INSTRUCTIONS FOR THE TASK:
Could you filter the records below down to the lines that include the word "labels"?

---- RECORDS FOR THIS TASK

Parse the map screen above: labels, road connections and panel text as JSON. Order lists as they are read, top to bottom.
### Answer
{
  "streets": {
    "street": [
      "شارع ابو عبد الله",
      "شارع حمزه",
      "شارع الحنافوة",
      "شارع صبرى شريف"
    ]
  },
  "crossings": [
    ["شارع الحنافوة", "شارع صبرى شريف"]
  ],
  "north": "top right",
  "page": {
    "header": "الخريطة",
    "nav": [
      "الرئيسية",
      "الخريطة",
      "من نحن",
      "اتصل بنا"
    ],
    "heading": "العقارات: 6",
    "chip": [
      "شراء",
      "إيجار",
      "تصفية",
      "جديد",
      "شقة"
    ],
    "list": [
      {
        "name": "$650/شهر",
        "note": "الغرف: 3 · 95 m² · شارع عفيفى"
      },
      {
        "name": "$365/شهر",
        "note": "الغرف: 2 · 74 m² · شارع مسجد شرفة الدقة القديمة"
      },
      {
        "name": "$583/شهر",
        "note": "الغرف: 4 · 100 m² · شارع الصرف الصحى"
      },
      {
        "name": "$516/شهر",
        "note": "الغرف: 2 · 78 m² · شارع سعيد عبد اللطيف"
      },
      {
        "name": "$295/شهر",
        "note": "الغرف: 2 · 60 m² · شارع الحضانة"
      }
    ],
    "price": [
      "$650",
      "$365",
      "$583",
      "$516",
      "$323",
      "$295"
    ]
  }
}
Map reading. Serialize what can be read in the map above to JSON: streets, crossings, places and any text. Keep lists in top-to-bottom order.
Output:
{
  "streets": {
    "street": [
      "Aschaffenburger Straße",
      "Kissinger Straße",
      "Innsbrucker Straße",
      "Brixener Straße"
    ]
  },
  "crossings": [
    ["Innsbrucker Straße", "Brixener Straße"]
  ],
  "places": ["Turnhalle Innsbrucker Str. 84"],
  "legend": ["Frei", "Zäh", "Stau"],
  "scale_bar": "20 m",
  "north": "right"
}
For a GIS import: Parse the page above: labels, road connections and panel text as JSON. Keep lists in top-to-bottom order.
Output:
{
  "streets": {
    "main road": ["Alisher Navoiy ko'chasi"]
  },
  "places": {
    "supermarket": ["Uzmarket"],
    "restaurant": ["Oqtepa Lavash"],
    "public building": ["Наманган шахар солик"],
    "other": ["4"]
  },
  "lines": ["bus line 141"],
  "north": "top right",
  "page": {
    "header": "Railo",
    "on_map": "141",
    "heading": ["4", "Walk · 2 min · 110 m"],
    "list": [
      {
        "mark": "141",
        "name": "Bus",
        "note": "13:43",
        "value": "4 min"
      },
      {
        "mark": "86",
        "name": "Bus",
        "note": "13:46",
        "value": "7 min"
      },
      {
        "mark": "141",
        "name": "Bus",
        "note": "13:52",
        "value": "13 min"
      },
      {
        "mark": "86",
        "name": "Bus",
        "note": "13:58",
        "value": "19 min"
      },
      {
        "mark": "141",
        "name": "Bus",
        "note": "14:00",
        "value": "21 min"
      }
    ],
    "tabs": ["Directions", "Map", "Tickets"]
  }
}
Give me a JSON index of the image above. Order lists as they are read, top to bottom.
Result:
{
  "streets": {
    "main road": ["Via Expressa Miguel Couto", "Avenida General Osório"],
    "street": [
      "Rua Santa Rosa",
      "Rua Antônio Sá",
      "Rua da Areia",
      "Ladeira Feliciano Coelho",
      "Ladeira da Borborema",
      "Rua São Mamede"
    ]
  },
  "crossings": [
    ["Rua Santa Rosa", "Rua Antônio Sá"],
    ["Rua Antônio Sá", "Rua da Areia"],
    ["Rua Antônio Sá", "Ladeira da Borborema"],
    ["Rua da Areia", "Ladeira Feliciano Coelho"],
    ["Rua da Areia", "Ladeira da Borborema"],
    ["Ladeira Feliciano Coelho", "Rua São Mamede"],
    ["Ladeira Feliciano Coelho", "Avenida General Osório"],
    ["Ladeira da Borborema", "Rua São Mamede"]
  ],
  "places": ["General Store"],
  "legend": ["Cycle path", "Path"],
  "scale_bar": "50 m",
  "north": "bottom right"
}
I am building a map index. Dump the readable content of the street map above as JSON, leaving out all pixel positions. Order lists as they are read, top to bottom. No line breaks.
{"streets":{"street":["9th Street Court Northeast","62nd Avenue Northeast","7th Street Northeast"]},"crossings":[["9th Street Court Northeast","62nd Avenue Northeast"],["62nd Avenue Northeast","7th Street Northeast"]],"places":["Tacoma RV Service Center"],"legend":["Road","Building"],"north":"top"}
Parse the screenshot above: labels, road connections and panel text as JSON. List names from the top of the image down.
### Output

--------

RESULT OF THE EXERCISE:
Parse the map screen above: labels, road connections and panel text as JSON. Order lists as they are read, top to bottom.
For a GIS import: Parse the page above: labels, road connections and panel text as JSON. Keep lists in top-to-bottom order.
Parse the screenshot above: labels, road connections and panel text as JSON. List names from the top of the image down.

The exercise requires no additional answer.